Setting off to travel round Europe after John's retirement seems ordinary in the 21st century but it set off a train of thought.



I remembered my grandmother, Emma Burton's epic Round the World trip on her retirement at 60 sometime in the late 1950's I think.



Emma was born to poor 1840 German immigrants to South Africa. My mother said they were of peasant stock. She had to leave school at 14 and spent most of her childhood barefoot outside her parents' trading store where they sold African green maize beer from a 44 gallon drum. By the time she was 60 she had been separated and widowed for about 20 years.

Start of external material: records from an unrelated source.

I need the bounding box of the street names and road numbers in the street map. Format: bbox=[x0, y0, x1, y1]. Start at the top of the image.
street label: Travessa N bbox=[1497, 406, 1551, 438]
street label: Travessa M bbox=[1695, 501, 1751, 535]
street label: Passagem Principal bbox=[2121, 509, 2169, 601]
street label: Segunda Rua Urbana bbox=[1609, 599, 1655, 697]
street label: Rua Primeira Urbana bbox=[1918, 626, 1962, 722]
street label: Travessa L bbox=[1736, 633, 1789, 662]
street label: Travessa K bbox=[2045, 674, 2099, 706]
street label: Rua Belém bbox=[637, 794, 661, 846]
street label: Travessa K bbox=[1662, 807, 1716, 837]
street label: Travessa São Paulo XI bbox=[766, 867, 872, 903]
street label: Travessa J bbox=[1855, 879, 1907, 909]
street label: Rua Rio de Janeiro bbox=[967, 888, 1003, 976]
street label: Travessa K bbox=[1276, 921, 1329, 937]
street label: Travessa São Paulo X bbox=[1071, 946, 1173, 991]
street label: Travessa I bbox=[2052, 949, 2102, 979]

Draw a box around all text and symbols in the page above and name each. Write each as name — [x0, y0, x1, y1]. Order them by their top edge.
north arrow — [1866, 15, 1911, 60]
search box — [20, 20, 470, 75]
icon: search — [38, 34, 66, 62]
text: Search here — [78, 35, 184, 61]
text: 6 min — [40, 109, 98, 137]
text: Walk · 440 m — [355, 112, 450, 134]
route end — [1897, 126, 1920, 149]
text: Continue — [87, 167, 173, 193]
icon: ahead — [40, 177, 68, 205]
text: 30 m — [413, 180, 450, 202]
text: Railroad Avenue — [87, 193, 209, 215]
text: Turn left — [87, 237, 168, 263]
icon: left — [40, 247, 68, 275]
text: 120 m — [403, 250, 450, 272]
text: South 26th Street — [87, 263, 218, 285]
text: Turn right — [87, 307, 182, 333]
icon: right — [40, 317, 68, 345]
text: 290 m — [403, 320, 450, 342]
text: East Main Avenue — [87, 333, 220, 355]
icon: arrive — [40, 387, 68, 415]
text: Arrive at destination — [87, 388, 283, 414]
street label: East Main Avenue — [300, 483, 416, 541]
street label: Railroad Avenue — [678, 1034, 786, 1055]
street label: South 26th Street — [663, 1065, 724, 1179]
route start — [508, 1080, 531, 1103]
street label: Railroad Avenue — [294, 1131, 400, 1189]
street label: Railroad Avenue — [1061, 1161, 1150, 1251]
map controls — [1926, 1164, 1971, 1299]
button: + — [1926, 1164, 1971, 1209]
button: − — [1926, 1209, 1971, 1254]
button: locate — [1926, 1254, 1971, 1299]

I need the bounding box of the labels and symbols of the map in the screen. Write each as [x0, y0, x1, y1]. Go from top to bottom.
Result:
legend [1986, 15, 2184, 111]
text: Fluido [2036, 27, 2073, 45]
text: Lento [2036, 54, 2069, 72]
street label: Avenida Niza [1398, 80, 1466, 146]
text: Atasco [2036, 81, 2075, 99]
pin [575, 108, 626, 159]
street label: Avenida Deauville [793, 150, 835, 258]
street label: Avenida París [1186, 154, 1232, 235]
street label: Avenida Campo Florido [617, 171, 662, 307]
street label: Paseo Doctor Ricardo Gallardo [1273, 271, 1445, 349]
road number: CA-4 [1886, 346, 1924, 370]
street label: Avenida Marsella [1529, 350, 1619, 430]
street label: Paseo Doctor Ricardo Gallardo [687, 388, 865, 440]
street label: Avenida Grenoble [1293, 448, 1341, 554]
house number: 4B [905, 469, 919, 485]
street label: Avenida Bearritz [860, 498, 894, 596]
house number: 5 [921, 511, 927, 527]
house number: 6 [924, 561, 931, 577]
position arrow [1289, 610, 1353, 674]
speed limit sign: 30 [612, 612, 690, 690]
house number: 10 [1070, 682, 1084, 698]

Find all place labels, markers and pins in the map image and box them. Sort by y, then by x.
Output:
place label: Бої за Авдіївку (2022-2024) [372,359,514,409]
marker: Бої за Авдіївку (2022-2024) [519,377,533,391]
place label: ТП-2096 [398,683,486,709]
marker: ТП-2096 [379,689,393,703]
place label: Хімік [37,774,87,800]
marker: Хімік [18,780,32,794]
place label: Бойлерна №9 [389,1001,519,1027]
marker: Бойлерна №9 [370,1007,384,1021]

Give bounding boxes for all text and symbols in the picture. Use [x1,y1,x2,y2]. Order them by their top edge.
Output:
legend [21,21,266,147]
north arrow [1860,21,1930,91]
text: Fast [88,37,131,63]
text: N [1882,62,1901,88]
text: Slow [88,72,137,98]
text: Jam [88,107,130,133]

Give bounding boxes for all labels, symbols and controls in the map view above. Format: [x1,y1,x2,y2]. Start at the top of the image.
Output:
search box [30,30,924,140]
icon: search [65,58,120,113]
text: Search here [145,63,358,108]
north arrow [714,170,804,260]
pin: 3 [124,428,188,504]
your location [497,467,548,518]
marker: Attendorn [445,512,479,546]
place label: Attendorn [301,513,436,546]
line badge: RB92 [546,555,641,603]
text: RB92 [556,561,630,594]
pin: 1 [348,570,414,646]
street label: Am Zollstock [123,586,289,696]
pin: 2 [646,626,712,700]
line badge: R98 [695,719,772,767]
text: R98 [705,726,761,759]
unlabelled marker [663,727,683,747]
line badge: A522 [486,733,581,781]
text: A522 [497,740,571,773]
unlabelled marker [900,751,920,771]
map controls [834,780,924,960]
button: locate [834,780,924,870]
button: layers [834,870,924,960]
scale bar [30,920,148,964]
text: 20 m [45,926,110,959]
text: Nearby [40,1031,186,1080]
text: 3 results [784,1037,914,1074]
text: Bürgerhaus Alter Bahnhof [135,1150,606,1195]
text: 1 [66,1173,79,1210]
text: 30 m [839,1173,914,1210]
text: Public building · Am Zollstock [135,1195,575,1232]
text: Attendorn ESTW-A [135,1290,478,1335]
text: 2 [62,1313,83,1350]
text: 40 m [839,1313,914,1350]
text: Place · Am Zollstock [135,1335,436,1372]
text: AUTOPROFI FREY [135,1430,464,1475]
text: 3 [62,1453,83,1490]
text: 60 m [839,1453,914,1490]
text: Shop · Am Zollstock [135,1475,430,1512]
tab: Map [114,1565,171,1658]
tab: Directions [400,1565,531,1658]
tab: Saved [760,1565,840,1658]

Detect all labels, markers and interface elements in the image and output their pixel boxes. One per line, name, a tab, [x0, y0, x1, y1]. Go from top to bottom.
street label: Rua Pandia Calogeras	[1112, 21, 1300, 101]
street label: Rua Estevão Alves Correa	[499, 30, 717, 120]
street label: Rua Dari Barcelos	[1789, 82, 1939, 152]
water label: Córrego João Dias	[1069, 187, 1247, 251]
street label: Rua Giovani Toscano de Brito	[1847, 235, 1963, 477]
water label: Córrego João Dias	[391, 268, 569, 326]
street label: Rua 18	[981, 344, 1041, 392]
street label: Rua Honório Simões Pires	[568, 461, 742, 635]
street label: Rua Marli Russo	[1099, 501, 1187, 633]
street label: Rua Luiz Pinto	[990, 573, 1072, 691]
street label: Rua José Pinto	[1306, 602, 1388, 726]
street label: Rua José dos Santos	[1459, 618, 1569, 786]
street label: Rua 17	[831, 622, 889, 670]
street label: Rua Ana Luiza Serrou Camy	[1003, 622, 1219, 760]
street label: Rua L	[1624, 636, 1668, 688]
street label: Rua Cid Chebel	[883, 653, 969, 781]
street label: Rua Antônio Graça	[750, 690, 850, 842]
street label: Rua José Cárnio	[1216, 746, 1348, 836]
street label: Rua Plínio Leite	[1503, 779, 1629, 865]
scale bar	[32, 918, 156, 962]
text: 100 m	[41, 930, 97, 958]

She sold ladies gloves and haberdashery at Meikles Department Store in Fort Victoria, Rhodesia. (Now Masvingo, Zimbabwe) and saved up money to realise her dream of travelling around the world. To my shame I remember very little of her stories about the trip - I was at boarding school I believe. I know she visited the black Forest in Germany, crossed Canada on the Great Pacific Railway and sailed to Australia. The whole trip took her about 6 months and she made friends and continued to correspond with them for many years. Most of her travelling would have been boat and train I guess. I thought I would add this story to our blog so anyone in my family who knows about Emma's trip might be kind enough to tell me? I have added some pictures too. One of Emma's wedding to Benjamin Burton, one of her with her first two children, and one of her in her eighties I think. She was obviously a courageous woman.